Fidanzata in affitto, No Hard Feelings (G. Stupnitsky, 2023): Recensione

  



Uscito nelle sale cinematografiche italiane a Giugno No Hard Feelings, tradotto malissimo con Fidanzata in affitto, é ora disponibile in streaming su Prime Video e proprio come Saltburn (la mia recensione qui) é nella top 10 del sito di streaming e ha ricevuto una nomination ai Golden Globe (Jennifer Lawrence come miglior attrice in una commedia ). In questi giorni infatti mi sto divertendo ad andare a caccia di tutti i candidati proprio per prepararmi al meglio alle nomination degli Oscar, che saranno rese note a fine mese.


-analisi-

Inizia tutto con un gancio, un gancio di un carroattrezzi che viene inquadrato nei primi minuti del film durante i titoli di testa.
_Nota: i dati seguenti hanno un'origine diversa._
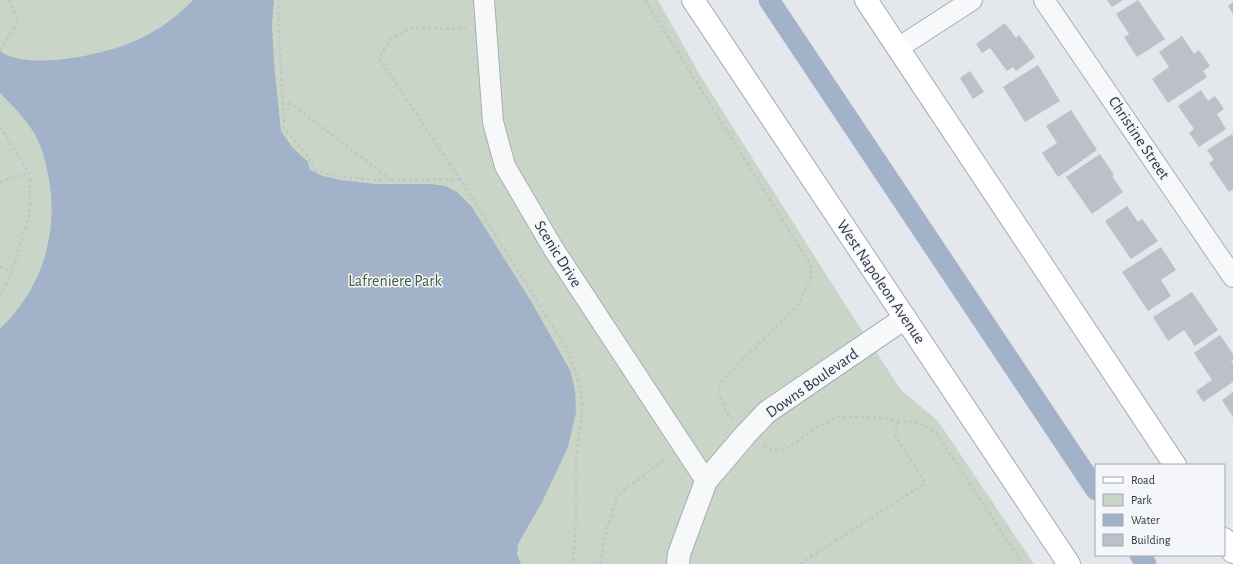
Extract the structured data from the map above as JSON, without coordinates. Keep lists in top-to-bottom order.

Il gancio altro non fa che riassumere l'intento della nostra protagonista, la quale deve "agganciare" e "conquistare" l'ignaro co-protagonista giovane ed inesperto.
Maddie (Lawrence) incarna molto della tipica fidanzatina d'America : bionda, abbronzata, occhi blu, gambe lunghe. Solo che questa fidanzatina nello specifico non ha una vita facile, questo é un po' un sequel di tutte le storie finite bene ai balli dei mille licei dei mille film adolescenziali americani.
Maddie é povera, in cerca di occasioni, in difficoltà. Non ha vinto il ballo e poi sposato l'amore della sua vita,non ha una famiglia felice, solo una casa che la tiene ancorata alla vita, alla famiglia che non ha più.
Il contrasto tra l'arrancare di Maddie é netto e palese con quelli che invece vanno li, a Montauk, al mare, solo in vacanza, che vivono nel lusso.
L'America in un modo o nell'altro ci racconta la sua società, così variegata e così vicina alle caste sociali.
La bellezza é forse tutto ciò che la nostra protagonista ha, e la sfrutta per avere una macchina per poter lavorare.
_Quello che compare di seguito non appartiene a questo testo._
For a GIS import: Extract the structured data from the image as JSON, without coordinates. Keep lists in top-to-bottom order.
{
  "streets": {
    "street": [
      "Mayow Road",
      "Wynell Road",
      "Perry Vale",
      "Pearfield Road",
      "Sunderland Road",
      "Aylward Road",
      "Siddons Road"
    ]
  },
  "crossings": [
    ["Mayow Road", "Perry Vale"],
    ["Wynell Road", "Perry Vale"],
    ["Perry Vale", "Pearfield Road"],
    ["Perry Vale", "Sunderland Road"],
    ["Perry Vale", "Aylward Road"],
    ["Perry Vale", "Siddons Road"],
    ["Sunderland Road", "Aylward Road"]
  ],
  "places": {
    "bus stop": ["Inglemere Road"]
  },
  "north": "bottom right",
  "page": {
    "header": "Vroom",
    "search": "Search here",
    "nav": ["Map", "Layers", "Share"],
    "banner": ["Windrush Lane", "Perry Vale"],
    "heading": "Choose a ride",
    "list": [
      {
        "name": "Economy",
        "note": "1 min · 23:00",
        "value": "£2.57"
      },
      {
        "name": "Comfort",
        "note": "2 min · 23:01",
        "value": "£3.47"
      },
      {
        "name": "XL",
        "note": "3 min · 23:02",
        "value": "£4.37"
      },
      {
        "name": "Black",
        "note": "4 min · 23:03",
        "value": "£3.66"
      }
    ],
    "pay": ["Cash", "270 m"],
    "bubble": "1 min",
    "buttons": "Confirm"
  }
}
Ma parliamo dei pro e dei contro.

Pro:




-Jennifer Lawrence-

Lei é l'esempio di chi ha fatto sempre scelte lavorative giuste.
É diventata famosa in tutto il mondo a 22 anni per il ruolo di Katniss nella saga cinematografica Hunger Games, ha vinto un Oscar per il bellissimo Il lato positivo alla stessa età.
Ha partecipato a progetti premiati come American Hustle,Joy, Don't look up.
Tutti conoscono Jennifer Lawrence e in pochi avrebbero da ridire sul suo talento. 
Ha energia, ironia, sagacia ed é bellissima.
In questo film fa morire dal ridere, rende il suo personaggio buffo ma non superficiale, bella ma non banale.
Figura anche tra i produttori del progetto.


-punto di vista-

Mi piace che per una volta in un film americano per gli americani ci sia un punto di vista diverso, la protagonista é una reginetta del ballo un po' outsider, una perdente con cui non si fa fatica ad empatizzare perché ha dei chiari ed evidenti buoni sentimenti.
Non é il piú bello a vincere, ma vincono un po' tutti.
Mi piace che lei stessa, la Lawrence, sia trattata da "signora", sebbene sia appena 33enne, dando una visione chiara e senza esagerazioni del cambio generazionale.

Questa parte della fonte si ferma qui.